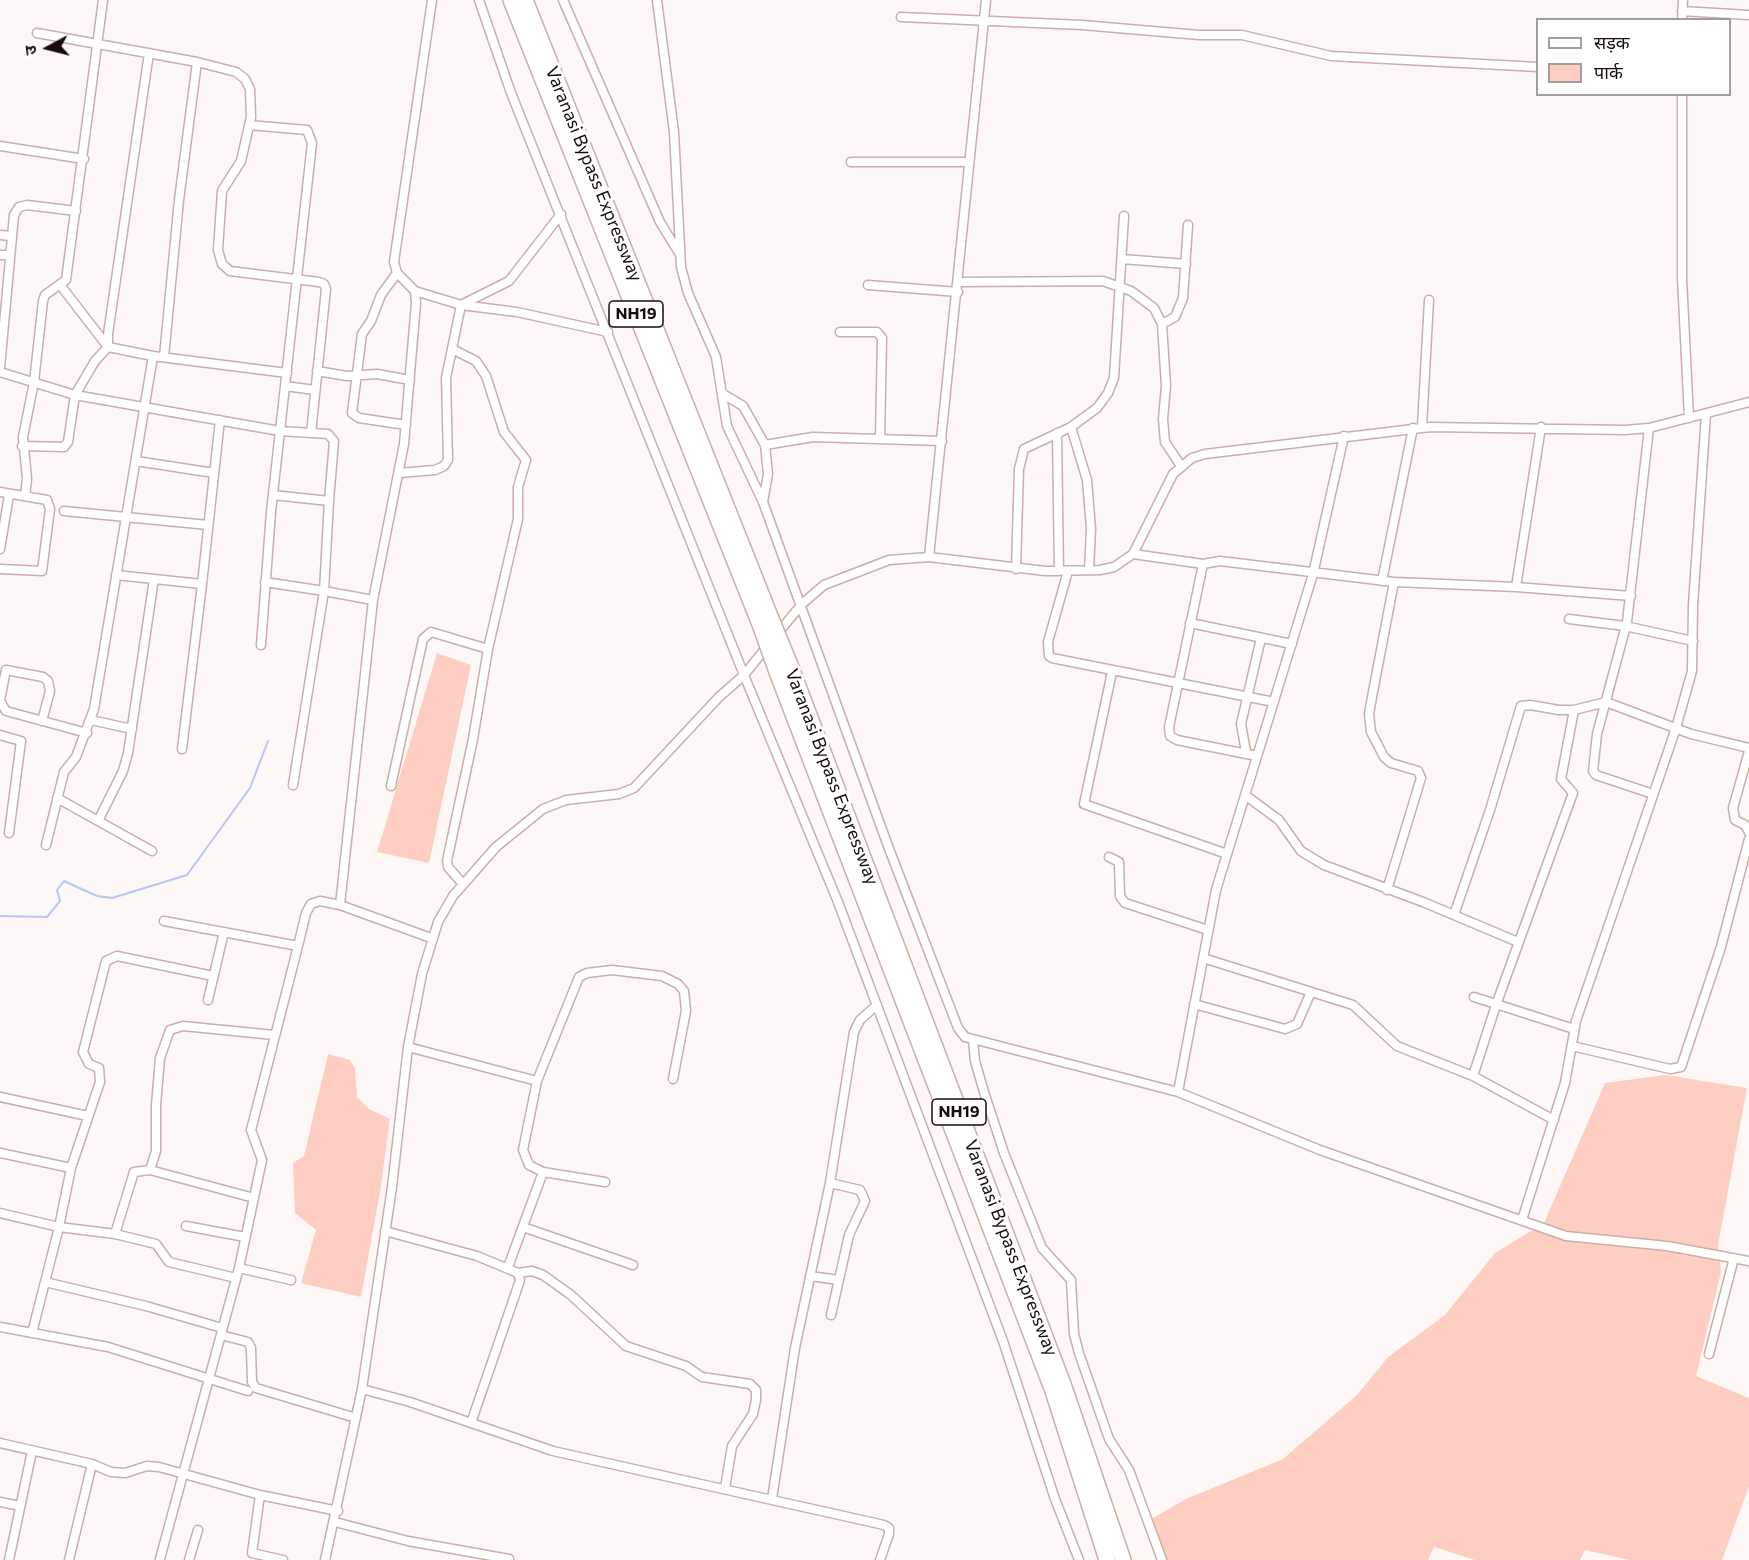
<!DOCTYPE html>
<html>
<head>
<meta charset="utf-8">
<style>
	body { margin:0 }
	#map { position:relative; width:1749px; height:1560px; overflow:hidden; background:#fdf7f6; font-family:Commissioner,"Noto Sans Devanagari",sans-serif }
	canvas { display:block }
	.legend { position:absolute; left:1536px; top:18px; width:195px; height:78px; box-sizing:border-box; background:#fff; border:2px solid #a29e9d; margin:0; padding:8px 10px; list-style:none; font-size:18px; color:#160d0b }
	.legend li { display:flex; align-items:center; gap:12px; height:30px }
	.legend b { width:30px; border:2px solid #a29e9d }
	.north { position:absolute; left:18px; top:18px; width:60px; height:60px; -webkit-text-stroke:4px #fff; paint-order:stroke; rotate:263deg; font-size:16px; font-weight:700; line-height:24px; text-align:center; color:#160d0b }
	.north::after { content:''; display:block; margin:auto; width:21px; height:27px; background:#160d0b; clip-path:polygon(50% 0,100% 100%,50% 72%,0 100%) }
</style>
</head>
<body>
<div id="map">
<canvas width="1749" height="1560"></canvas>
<ul class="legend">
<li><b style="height:8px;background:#fff"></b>सड़क</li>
<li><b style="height:16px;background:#ffcec3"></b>पार्क</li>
</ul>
<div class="north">उ</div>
</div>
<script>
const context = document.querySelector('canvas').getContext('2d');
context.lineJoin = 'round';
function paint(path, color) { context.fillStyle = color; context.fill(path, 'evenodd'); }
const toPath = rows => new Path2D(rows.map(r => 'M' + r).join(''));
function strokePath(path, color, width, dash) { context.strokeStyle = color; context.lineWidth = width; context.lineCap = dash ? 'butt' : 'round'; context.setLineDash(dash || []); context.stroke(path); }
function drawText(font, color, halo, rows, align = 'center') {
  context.font = font + ' Commissioner,sans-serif'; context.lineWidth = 6; context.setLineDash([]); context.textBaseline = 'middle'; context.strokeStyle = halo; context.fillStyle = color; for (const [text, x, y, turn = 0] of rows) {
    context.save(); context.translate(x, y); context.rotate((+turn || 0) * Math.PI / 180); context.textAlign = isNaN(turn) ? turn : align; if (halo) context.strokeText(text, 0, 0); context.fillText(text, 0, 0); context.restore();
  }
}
paint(toPath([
	[437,653,471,665,429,863,377,852],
	[328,1054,350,1060,355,1068,357,1097,369,1109,390,1119,380,1192,361,1297,301,1283,316,1230,295,1213,293,1163,304,1156],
	[1666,1075,1747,1088,1718,1245,1721,1272,1696,1376,1749,1398,1749,1486,1722,1560,1629,1560,1585,1550,1580,1560,1475,1560,1434,1547,1428,1560,1157,1560,1146,1522,1186,1499,1283,1459,1357,1395,1388,1357,1445,1315,1495,1253,1544,1223,1605,1083]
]), '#ffcec3');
strokePath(toPath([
	[0,916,47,917,60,901,57,890,64,881,97,896,112,898,187,875,250,788,268,741]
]), '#b7c6f2', 2);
const street = toPath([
	[479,0,511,93,744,675,838,902,1003,1341,1055,1499,1079,1560],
	[563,0,660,222,679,253],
	[657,0,674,132,681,267,688,293,716,357,727,426,763,502,888,846,958,1028,965,1037,1178,1092,1216,890,1313,574,1344,436],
	[1682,11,1749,15],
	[901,17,1082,25,1199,35,1242,35,1331,56,1538,67],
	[1682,20,1683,0],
	[37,33,197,62,179,200,164,357],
	[149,53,108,334,108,347,153,356,287,373],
	[197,62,236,72,245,79,250,89,251,117,241,161,222,191,218,250,222,264,230,271,319,282,324,284,326,289,311,433],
	[1682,94,1682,278,1689,418],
	[249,125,307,130,312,143,271,512,261,645],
	[0,146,84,159],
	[851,162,969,162],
	[0,235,11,236],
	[0,255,10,255],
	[1122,259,1186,264],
	[397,273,381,295,371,321,362,334,352,413,359,418,406,425],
	[958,282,1103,281,1131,291,1154,308,1162,324,1166,386,1163,419,1165,442,1181,466],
	[868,285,958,292],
	[415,291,461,305,517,312,608,332],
	[1162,324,1175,317,1183,298,1188,225],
	[840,332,877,332,882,338,880,439],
	[452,349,476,361,486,376,504,432,526,460,518,487,518,519,488,649,473,739,447,861,448,867,463,884],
	[0,368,14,215,19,207,27,205,76,211],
	[317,371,347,376,377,374,410,380],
	[0,372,75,395,280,431,328,434,334,441,329,501],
	[285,386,315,390],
	[723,394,743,406,765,445,768,474,763,502],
	[1071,427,1087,480,1091,529,1089,570],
	[1422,427,1429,300],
	[1649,428,1627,622,1597,734,1593,771,1596,775,1653,794],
	[1057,433,1059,571],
	[765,445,813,437,942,441],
	[22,446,64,447,68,442,75,395,95,361,108,347,61,286],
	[136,461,214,473],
	[399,473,435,470,444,466,448,460,446,378,461,305,509,281,561,214],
	[0,492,47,500,50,509,42,571,0,569],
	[273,495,329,501,324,591,373,600,340,905,431,938],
	[25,496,27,479,23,437,34,382,43,301,45,295,66,280,103,0],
	[64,511,208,525],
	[0,549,9,495],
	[1133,554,1203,564,1169,727,1170,736,1177,740,1257,756],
	[929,557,986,0],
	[1203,564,1220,561,1394,582,1516,587,1631,596],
	[1016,569,1019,469,1024,449,1071,427,1097,408,1108,393,1114,378,1124,216],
	[1068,571,1048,642,1049,656,1052,658,1274,702],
	[116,575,202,584,220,420],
	[1382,581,1413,428],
	[265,582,324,591,293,785],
	[1516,587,1541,427],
	[373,600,404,444,416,303,415,291,397,273,394,262,432,0],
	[1569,619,1625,626,1693,641],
	[1190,623,1292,644],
	[777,634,802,604,824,585,889,560,929,557,1045,571,1100,570,1114,567,1133,554,1173,474,1192,458,1205,454,1430,427,1625,430,1649,428,1749,402],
	[1112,672,1084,804,1227,854],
	[0,700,6,670,43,677,48,681,50,691,42,721],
	[0,701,6,711,87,733],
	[91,720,132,729],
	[0,735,21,741,9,833],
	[182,749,202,584],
	[1749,751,1733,808,1735,820,1745,825,1749,832],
	[1246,752,1241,724,1261,638],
	[391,786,423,639,431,632,488,649],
	[1245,795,1279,820,1301,851,1324,865,1423,902,1518,942],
	[57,798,152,851],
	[99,819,123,771,128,753,154,579],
	[46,845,64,772,76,757,94,709,153,356],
	[1109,857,1119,862,1120,896,1125,903,1208,930],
	[1387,890,1421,778,1418,771,1391,763,1384,757,1371,732,1369,714,1372,697,1394,582],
	[1454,915,1490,810,1521,706,1530,705,1559,710,1574,710,1606,702,1691,734,1749,748],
	[164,921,298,946,306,913,311,904,320,901,340,905],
	[1203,958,1353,1005,1397,1046,1473,1076,1554,1120],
	[1474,997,1574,1029],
	[208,1000,224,932],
	[1194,1004,1285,1029,1297,1024,1311,992],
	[973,1041,975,1061,984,1092,1004,1153,1042,1248,1071,1280,1074,1334,1079,1353,1109,1439,1129,1470,1162,1560],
	[1572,1046,1670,1069,1681,1067,1721,947,1749,839],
	[408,1047,537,1081],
	[1473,1076,1496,1005,1573,793,1561,779,1574,710],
	[1178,1092,1320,1150,1566,1236,1667,1246,1749,1261],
	[0,1097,88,1116],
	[0,1153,71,1168,59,1227,115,1234,156,1244,169,1262,236,1278],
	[71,1168,100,1082,99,1068,89,1064,83,1052,106,961,117,956,213,976],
	[150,1170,254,1198],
	[605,1182,543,1172,529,1165,523,1150,537,1081,579,977,587,973,612,970,662,976,678,984,684,991,686,1011,673,1079],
	[830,1183,860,1190,865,1201,849,1235,831,1315],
	[0,1213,59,1227,32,1333],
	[1522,1220,1565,1083,1576,1021,1676,728,1692,671,1693,605,1706,414],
	[186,1226,245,1237],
	[523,1227,633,1265],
	[385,1231,477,1256,518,1273,520,1280,515,1295,471,1423],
	[115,1234,134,1172,150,1170,156,1151,156,1105,160,1058,170,1030,183,1026,274,1035],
	[508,1267,543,1172],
	[239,1268,291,1280],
	[518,1273,532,1271,543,1275,571,1295,626,1346,686,1366,702,1377,750,1384,756,1390,756,1400,753,1414,732,1446,725,1488],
	[810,1276,839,1280],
	[45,1282,146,1306,222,1328],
	[0,1327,108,1347,248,1391],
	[221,1335,248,1342,251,1348,252,1382,256,1388,356,1418],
	[1709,1354,1734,1258],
	[362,1389,410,1402,553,1451,884,1525,889,1528,889,1534,880,1560],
	[0,1443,92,1464,69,1560],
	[92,1464,111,1472,125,1473,147,1466,159,1467,260,1495,338,1511],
	[260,1495,252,1553,283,1560],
	[772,1499,795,1348,830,1183,854,1032,860,1020,877,1005],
	[0,1502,20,1506],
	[335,1522,408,1541,509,1559],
	[160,1559,239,1268,262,1160,251,1130,298,946],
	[9,1560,32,1451],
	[189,1560,198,1530],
	[325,1560,362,1389,392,1187,408,1047,422,974,438,922,453,896,496,847,543,809,566,800,619,794,634,788,719,697,744,675,769,644]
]);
const highway = toPath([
	[511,0,761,627],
	[525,0,772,621],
	[790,665,1064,1387,1123,1560],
	[777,672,1053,1391,1107,1560]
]);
strokePath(street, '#caafa9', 11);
strokePath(highway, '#caafa9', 18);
strokePath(street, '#fff', 8);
strokePath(highway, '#fff', 15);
const highwayBridge = toPath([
	[772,621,790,665],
	[761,627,777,672]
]);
strokePath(highwayBridge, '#caafa9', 18, []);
strokePath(highwayBridge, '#fff', 15);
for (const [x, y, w] of [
	[636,314,54],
	[959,1112,54]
]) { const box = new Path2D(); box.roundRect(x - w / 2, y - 13, w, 26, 4.5); context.fillStyle = '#fff'; context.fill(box); strokePath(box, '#160d0b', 1.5); }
drawText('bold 16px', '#160d0b', null, [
	["NH19",636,314],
	["NH19",959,1112]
]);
drawText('18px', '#160d0b', '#fff', [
	["Varanasi Bypass Expressway",594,174,68],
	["Varanasi Bypass Expressway",832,777,69],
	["Varanasi Bypass Expressway",1011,1248,69]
]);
</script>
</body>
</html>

☆ ☆ ☆ ☆ ☆ ☆ ☆

*ACTIVITY:* State the number of lines in the records that hold the string "rows", and add nothing.

*ANSWER SECTION:* 3